Cluster computing

Saturday, February 3, 2018

We were looking at some of the search queries that are collected from the community of those using logs from an identity provider:

Some other interesting events for identity include:

17) Search for single sign on activity - Unlike regular signin activity, a single sign on enables a user to navigate different domains and remain logged in. This is the equivalent of seamlessly signing into each domain using a secure token. These single session have their own identifier which are regenerated from the existing signin or a fresh one. Consequently the log search query here follows the sequence of unique identifiers issued.

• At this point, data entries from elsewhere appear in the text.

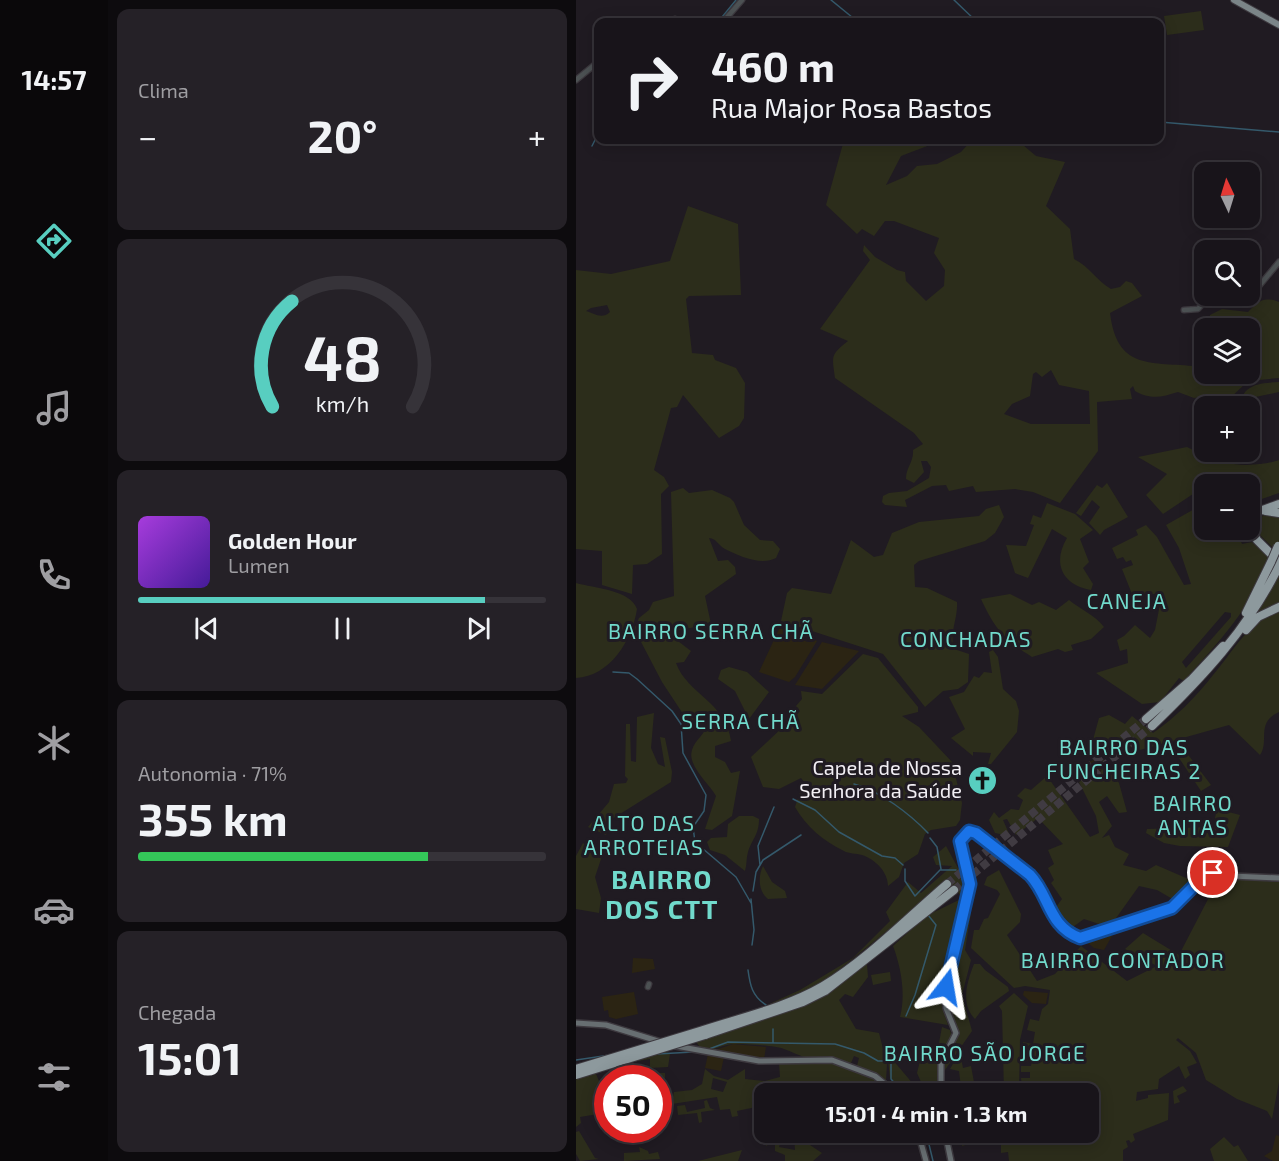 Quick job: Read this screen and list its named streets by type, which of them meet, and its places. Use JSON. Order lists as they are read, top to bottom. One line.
{"districts":["CANEJA","BAIRRO SERRA CHÃ","CONCHADAS","SERRA CHÃ","BAIRRO DAS FUNCHEIRAS 2","BAIRRO ANTAS","ALTO DAS ARROTEIAS","BAIRRO DOS CTT","BAIRRO CONTADOR","BAIRRO SÃO JORGE"],"places":{"church":["Capela de Nossa Senhora da Saúde"]},"north":"top","page":{"tabs":"14:57","tile":["Clima",["Autonomia · 71%","355 km"],["Chegada","15:01"]],"turn":["460 m","Rua Major Rosa Bastos"],"heat":["−","20°","+"],"map_buttons":["+","−"],"song":["Golden Hour","Lumen"],"limit":"50","trip":"15:01 · 4 min · 1.3 km","gauge":["48","km/h"]}} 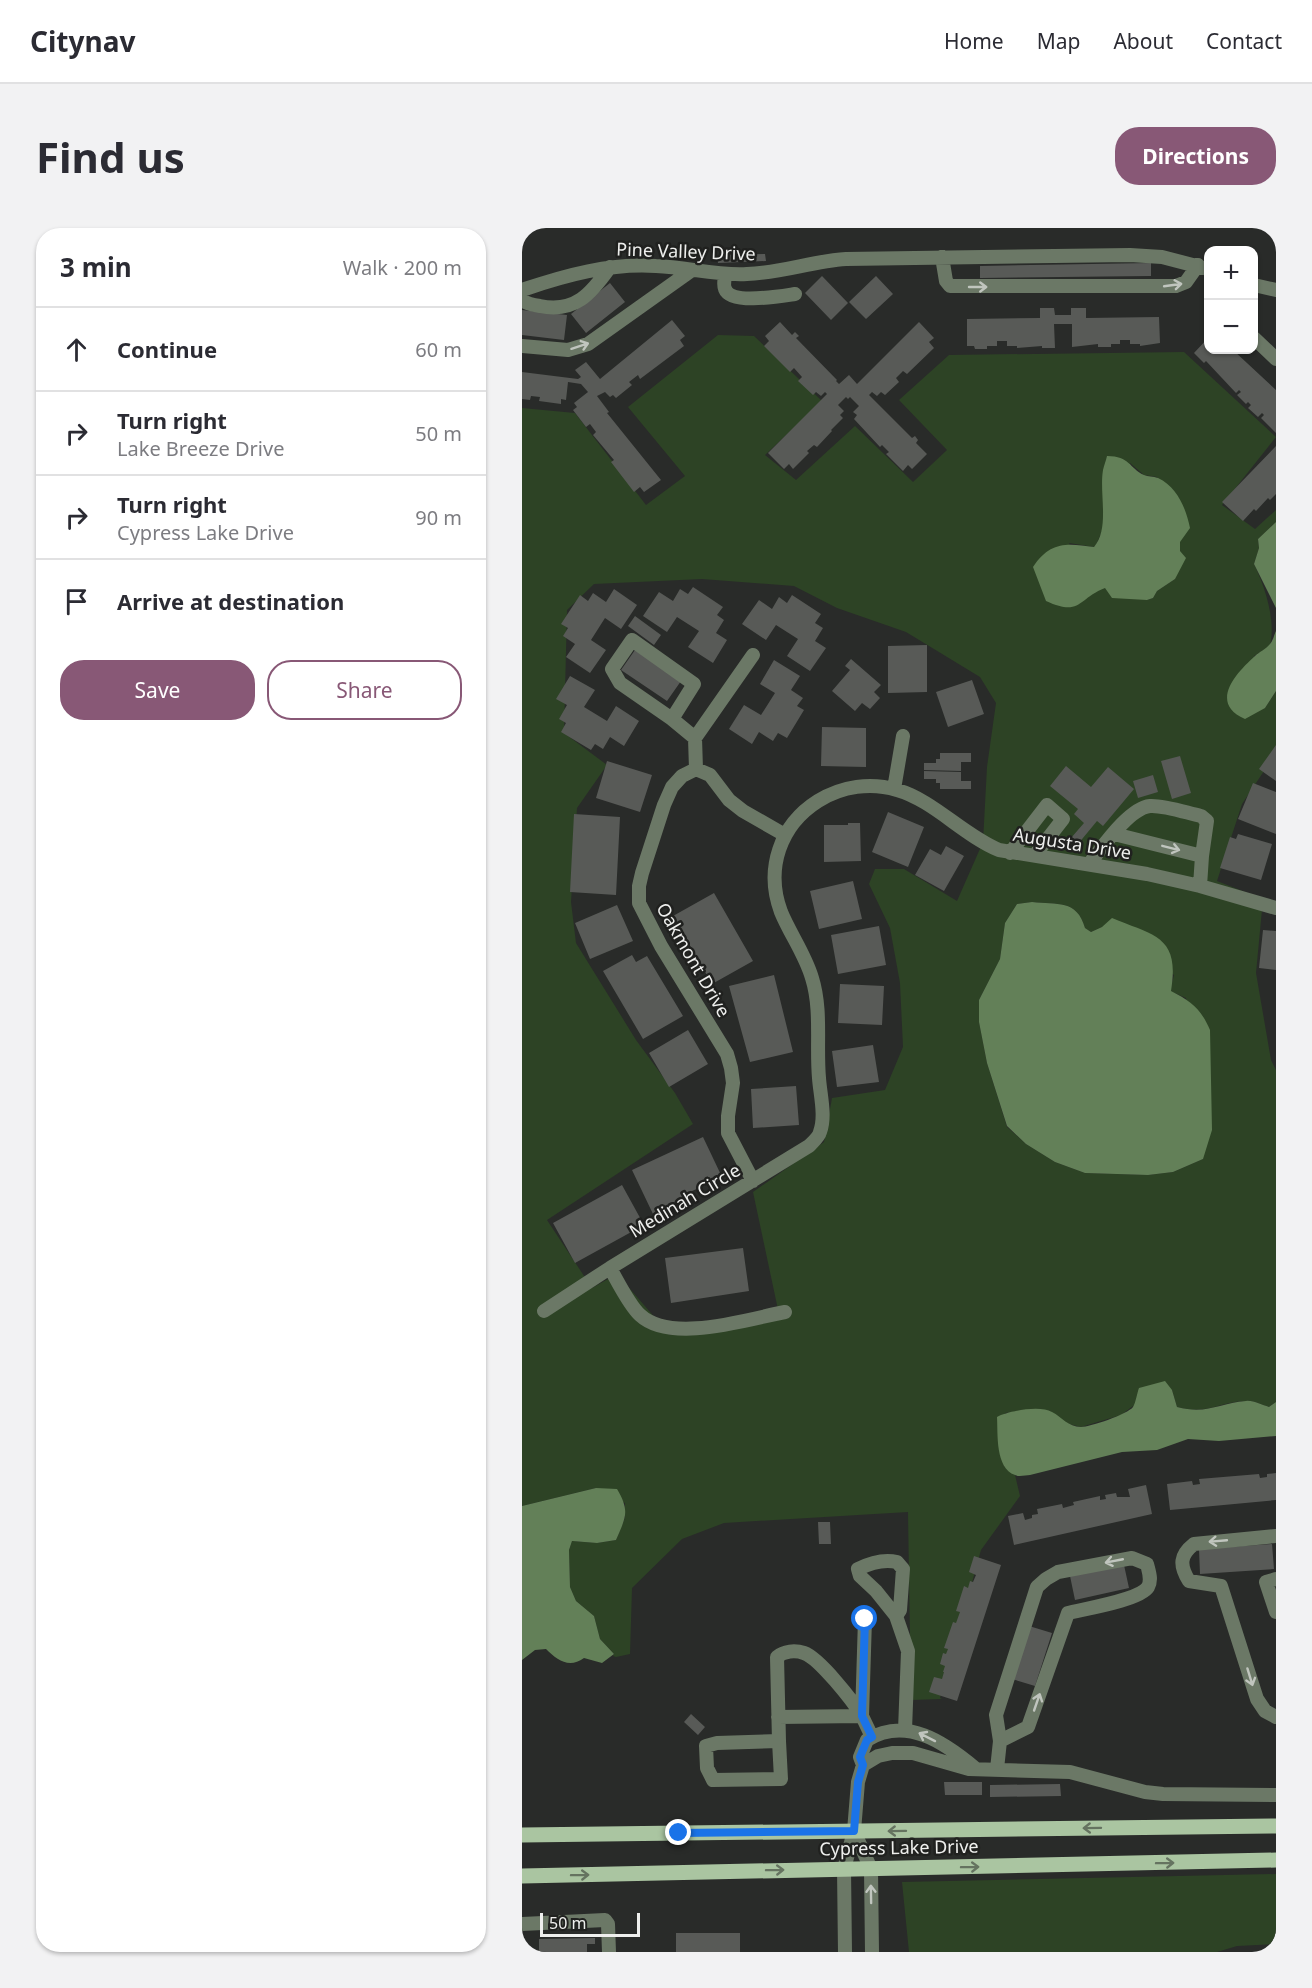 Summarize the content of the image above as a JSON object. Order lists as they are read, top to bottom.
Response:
{
  "streets": {
    "main road": ["Cypress Lake Drive"],
    "street": [
      "Pine Valley Drive",
      "Augusta Drive",
      "Oakmont Drive",
      "Medinah Circle"
    ]
  },
  "crossings": [
    ["Augusta Drive", "Medinah Circle"],
    ["Oakmont Drive", "Medinah Circle"]
  ],
  "scale_bar": "50 m",
  "page": {
    "header": "Citynav",
    "nav": [
      "Home",
      "Map",
      "About",
      "Contact"
    ],
    "buttons": [
      "Directions",
      ["Save", "Share"]
    ],
    "title": "Find us",
    "heading": ["3 min", "Walk · 200 m"],
    "map_buttons": ["+", "−"],
    "list": [
      ["Continue", "60 m"],
      ["Turn right", "Lake Breeze Drive", "50 m"],
      ["Turn right", "Cypress Lake Drive", "90 m"],
      "Arrive at destination"
    ],
    "scale": "50 m"
  }
} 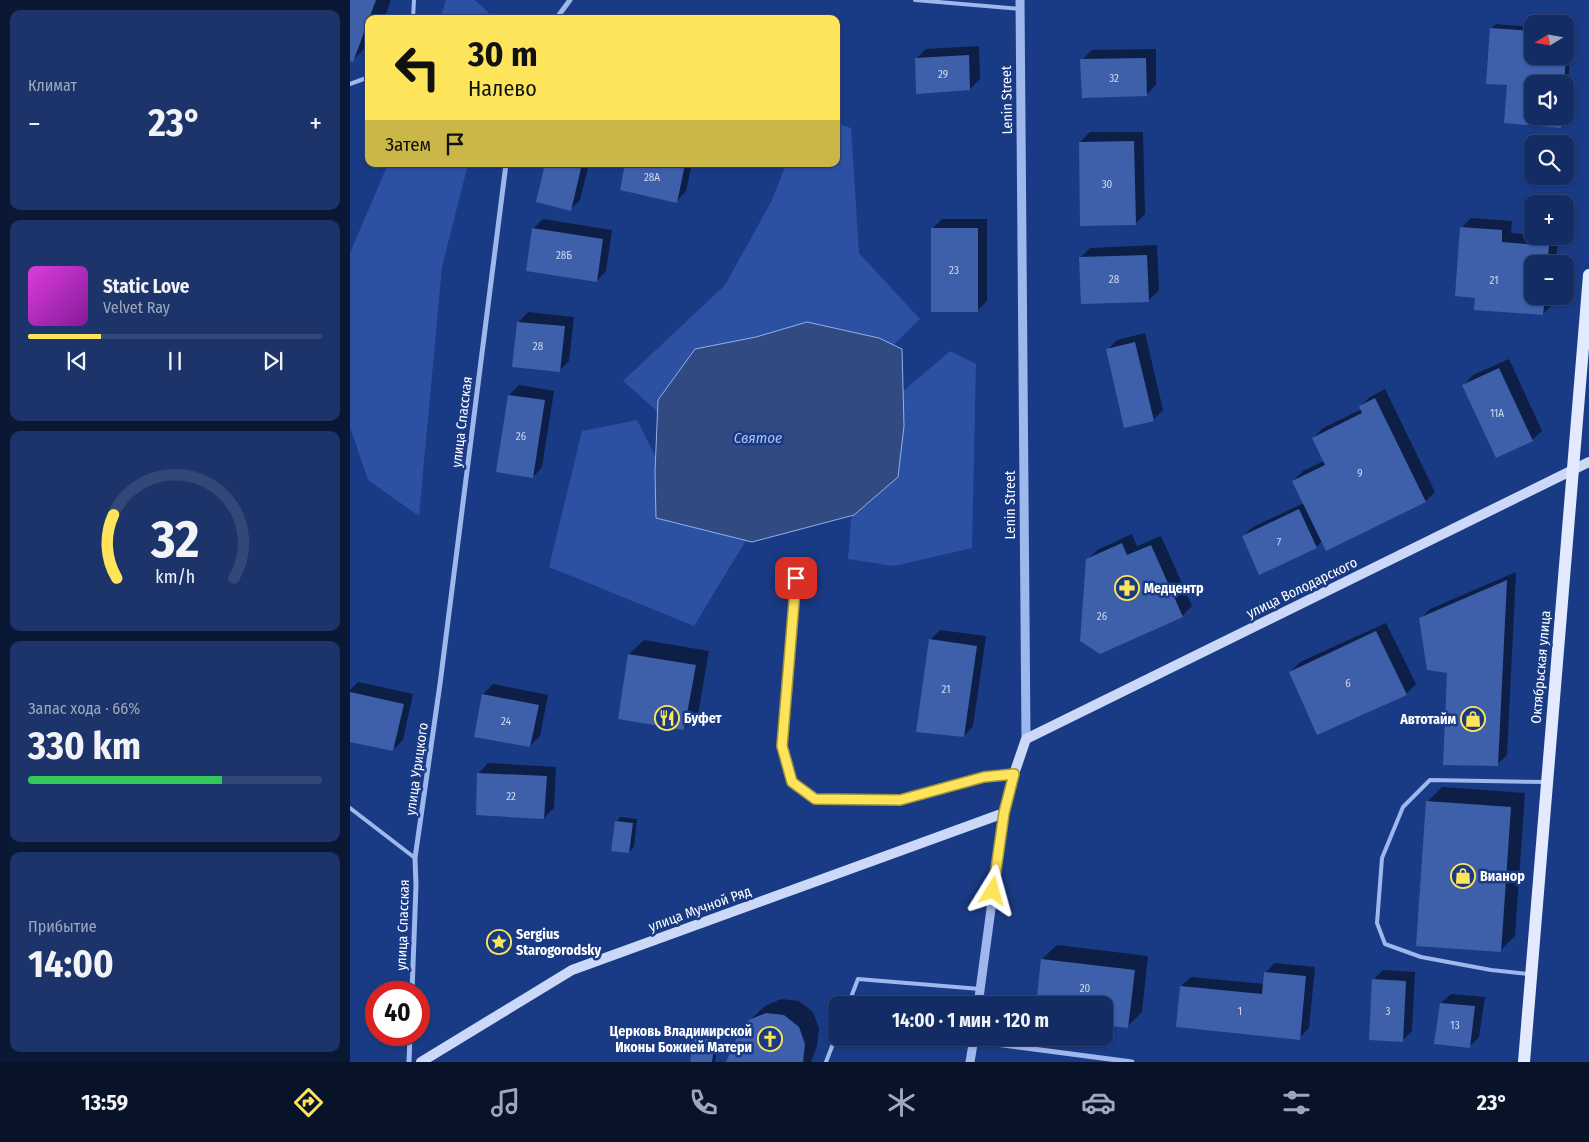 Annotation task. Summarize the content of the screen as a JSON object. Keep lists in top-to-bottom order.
{
  "streets": {
    "main road": [
      "Lenin Street",
      "улица Володарского",
      "Октябрьская улица",
      "улица Мучной Ряд"
    ],
    "street": ["улица Спасская", "улица Урицкого"]
  },
  "crossings": [
    ["Lenin Street", "улица Володарского"],
    ["Lenin Street", "улица Мучной Ряд"],
    ["улица Спасская", "улица Урицкого"],
    ["улица Володарского", "Октябрьская улица"]
  ],
  "water": ["Святое"],
  "places": {
    "pharmacy": ["Медцентр"],
    "restaurant": ["Буфет"],
    "shop": ["Автотайм", "Вианор"],
    "place": ["Sergius Starogorodsky"],
    "church": ["Церковь Владимирской Иконы Божией Матери"]
  },
  "house_numbers": [
    "29",
    "32",
    "28А",
    "30",
    "28Б",
    "23",
    "28",
    "21",
    "28",
    "11А",
    "26",
    "9",
    "7",
    "26",
    "6",
    "21",
    "24",
    "22",
    "20",
    "1",
    "3",
    "13"
  ],
  "north": "left",
  "page": {
    "tile": [
      "Климат",
      ["Запас хода · 66%", "330 km"],
      ["Прибытие", "14:00"]
    ],
    "map_buttons": ["+", "−"],
    "turn": ["30 m", "Налево"],
    "heat": ["−", "23°", "+"],
    "then": "Затем",
    "song": ["Static Love", "Velvet Ray"],
    "limit": "40",
    "trip": "14:00 · 1 мин · 120 m",
    "tabs": ["13:59", "23°"],
    "gauge": ["32", "km/h"]
  }
} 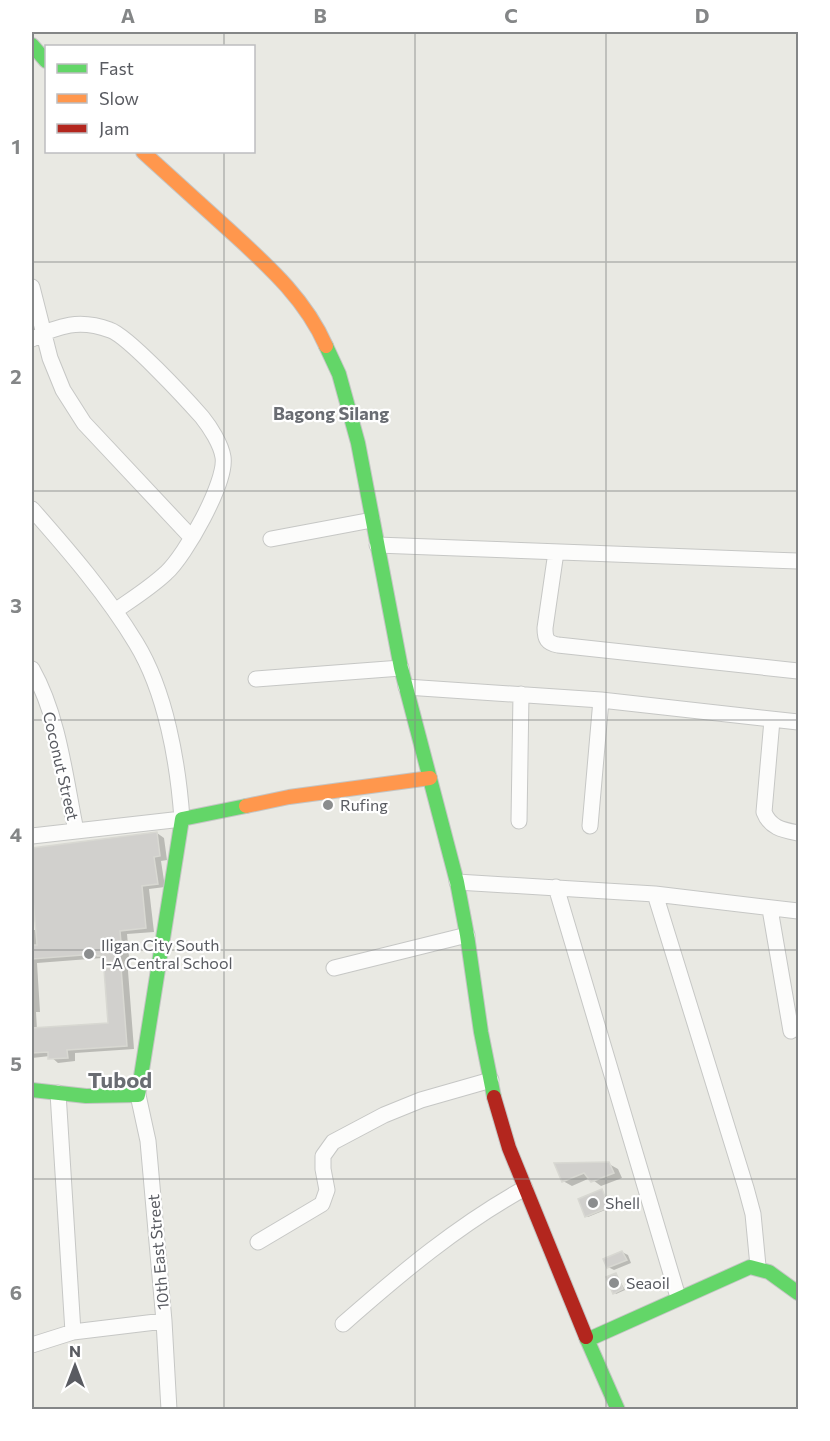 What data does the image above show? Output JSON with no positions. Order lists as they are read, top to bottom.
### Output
{
  "streets": {
    "street": ["Coconut Street", "10th East Street"]
  },
  "districts": ["Bagong Silang", "Tubod"],
  "places": [
    "Rufing",
    "Iligan City South I-A Central School",
    "Shell",
    "Seaoil"
  ],
  "legend": ["Fast", "Slow", "Jam"],
  "north": "top",
  "grid": {
    "columns": [
      "A",
      "B",
      "C",
      "D"
    ],
    "rows": [
      "1",
      "2",
      "3",
      "4",
      "5",
      "6"
    ]
  }
}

18) TimeTraveling - This involves chronological sequencing of events for a particular criteria. Since events in the log are progressive, usually a selection of events are already sequenced. however when we have to corroborate race conditions, we need to evaluate their timestamps. Here we search for a timestamp within the event using a regular expression such as (?<timestampA>\d{4}-\d{2}-\d+)T(?<timestampB>\d+:\d+:\d+.\d+) and then search for the matching event from that timestamp.

19) Unleashing an army of fishes - This is a fun query where we determine a set of correlated events and write a search criteria for them, hence the term fishes. Then we evaluate it in offset by offset basis of time intervals and how they move between offsets from start to finish.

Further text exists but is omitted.